Whalen, managing director for FreshTracks, said one of the main reasons the company invested in Caledonia Spirits is its growth potential.

“The craft spirits trend is still early in its development, similar to where craft beer was 10 or 20 years ago. We believe the entire craft spirits segment will continue to expand. We’re confident that Caledonia Spirits will continue to gain national prominence.”

The Hardwick-based distillery has received national and international awards and accolades, including “Gin of the Year” at the Hong Kong International Wine and Spirits Competition; “Double Gold” at the New York International Spirits Competition; and “Best in Class” at the American Distilling Institute’s Judging of Craft Spirits.

According to Cross, the money (from FreshTracks’ IV Fund) invested in 2017 includes investments from approximately 45 limited partners, who collectively have committed to invest $11 million. Included in Caledonia Spirits’ growth plan is a second factory that will be located in Montpelier.
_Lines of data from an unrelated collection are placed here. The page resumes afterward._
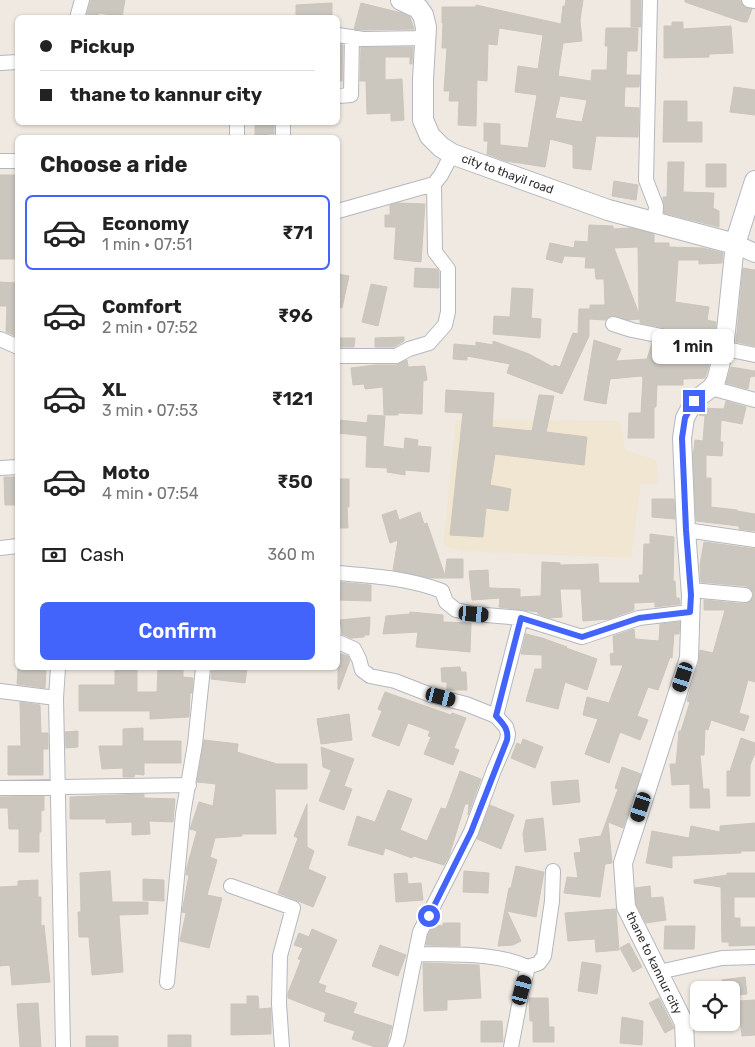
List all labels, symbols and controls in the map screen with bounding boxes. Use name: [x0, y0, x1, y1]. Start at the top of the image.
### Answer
text: Pickup: [70, 35, 135, 58]
text: thane to kannur city: [70, 83, 262, 106]
text: Choose a ride: [40, 151, 187, 178]
street label: city to thayil road: [460, 151, 555, 197]
icon: car: [42, 210, 87, 255]
text: Economy: [102, 212, 189, 235]
text: ₹71: [282, 221, 313, 244]
text: 1 min · 07:51: [102, 235, 192, 254]
icon: car: [42, 293, 87, 338]
text: Comfort: [102, 295, 182, 318]
text: ₹96: [278, 304, 313, 327]
text: 2 min · 07:52: [102, 318, 198, 337]
callout: 1 min: [653, 328, 735, 364]
text: 1 min: [673, 337, 713, 356]
icon: car: [42, 376, 87, 421]
text: XL: [102, 378, 126, 401]
text: ₹121: [271, 387, 313, 410]
route end: [683, 390, 705, 412]
text: 3 min · 07:53: [102, 401, 198, 420]
icon: car: [42, 459, 87, 504]
text: Moto: [102, 461, 150, 484]
text: ₹50: [277, 470, 313, 493]
text: 4 min · 07:54: [102, 484, 199, 503]
icon: cash: [40, 541, 68, 569]
text: Cash: [80, 543, 124, 566]
text: 360 m: [267, 545, 315, 564]
button: Confirm: [40, 602, 315, 660]
car: [458, 605, 489, 623]
car: [671, 660, 694, 694]
car: [424, 686, 457, 708]
car: [629, 790, 652, 824]
route start: [418, 905, 440, 927]
street label: thane to kannur city: [623, 909, 685, 1017]
car: [510, 974, 533, 1006]
map controls: [690, 981, 740, 1031]
button: locate: [690, 981, 740, 1031]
It is now under construction.

“Our partners are mostly high-net worth individuals and families from Vermont, but we have some support from Vermont institutions such as the Vermont Community Foundation and Vermont Land Trust,” Cross said.

In 2017, FreshTracks invested $1.25 million into four Vermont companies; Drink Maple, Reilly’s Hemp Vet (nutritional soft chew products for pets), Ogee and Caledonia Spirits. The fund also invested $100,000 into a Maine company (R.E.D.D. — a superfood energy-bar brand). In December 2016, FreshTracks invested $50,000 into the Vermont-based company Wuu (a private messaging platform).
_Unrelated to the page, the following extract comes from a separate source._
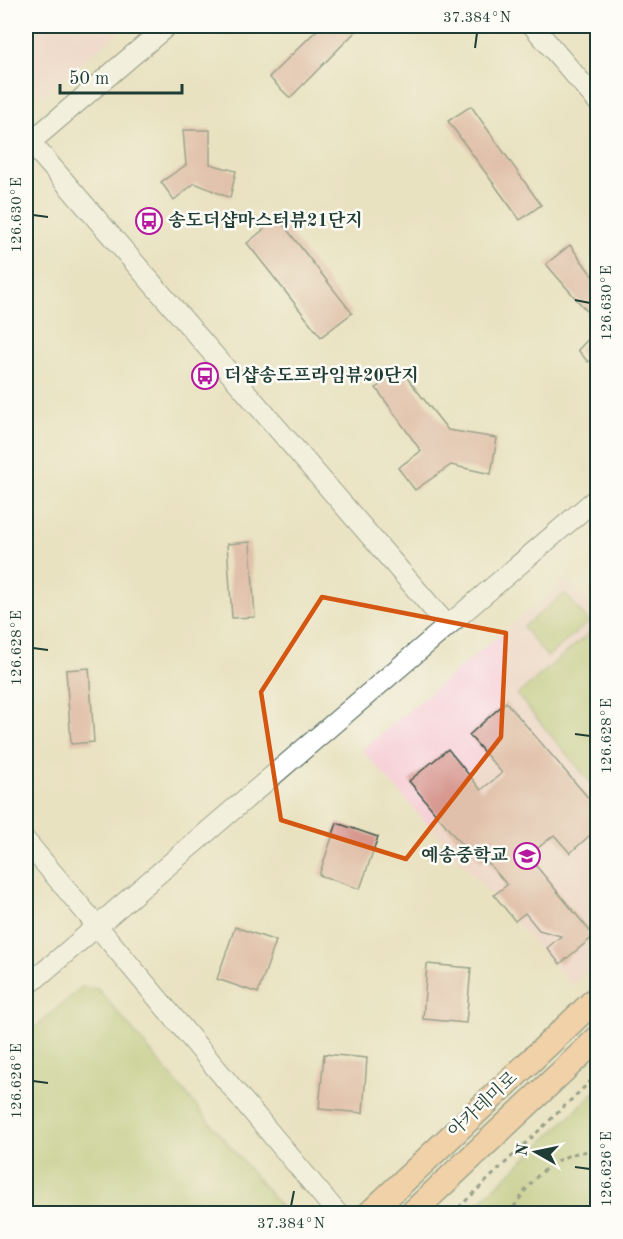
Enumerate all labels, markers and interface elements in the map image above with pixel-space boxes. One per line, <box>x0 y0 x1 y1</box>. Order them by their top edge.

“All of these fourth-fund investments are ‘initial investments,’ meaning that it is our first investment into each company,” Cross said. “During 2017, we also made follow-on investments (subsequent to initial investments) totaling approximately $600,000 from our third fund into five existing third-fund portfolio companies, all located in Vermont. Generally we invest between $750,000 and $1 million into one of our portfolio companies via an initial investment and a series of follow-on investments over a period of three to five years. We have been investing in total approximately $2 million per year in Vermont for the past 17 years.”

A typical start-to-finish process, from initial pitch to initial funding, takes about six months. “We generally review 400 opportunities per year and we might make four to six initial investments in companies each year. We have invested in something like 45 companies so far in the 17 years of operation. Most of the companies we invest in are Vermont companies,” Cross said.

FreshTracks also runs Road Pitch, a project similar to the television show “Shark Tank.” Road Pitch sends investors and business leaders on a four-day motorcycle trip across Vermont in search of the “best and brightest entrepreneurs across the state.”

“We joke that Road Pitch is more like guppy tank than Shark Tank,” Cross said. “The goals of Road Pitch are to connect Vermont entrepreneurs to resources such as advice and capital, advocate for entrepreneurs, and help entrepreneurs refine and polish their pitching skills.”

The most important criteria considered when investing, according to Cross, are, depth and experience of the management team; size and applicability of the market; defensiveness of the product and service offering; and scalability of the business model.

“We are looking for companies that can scale their revenues and achieve profitability in five to seven years,” he said.

According to Cross, Vermont companies that have received FreshTracks investments employ approximately 475 full-time employees “and this number swells by another 800 when Vermont Teddy Bear makes its temporary seasonal hires during the November through February season.”

“High-growth startups are important for job creation in Vermont, and we have backed many companies which have grown rapidly. SunCommon, for instance, employs approximately 100 people today and has been in business for five years. Mamava (private lactation stations in public spaces) will likely end 2018 with 25 employees, and the company has been in business since early 2015,” Cross said.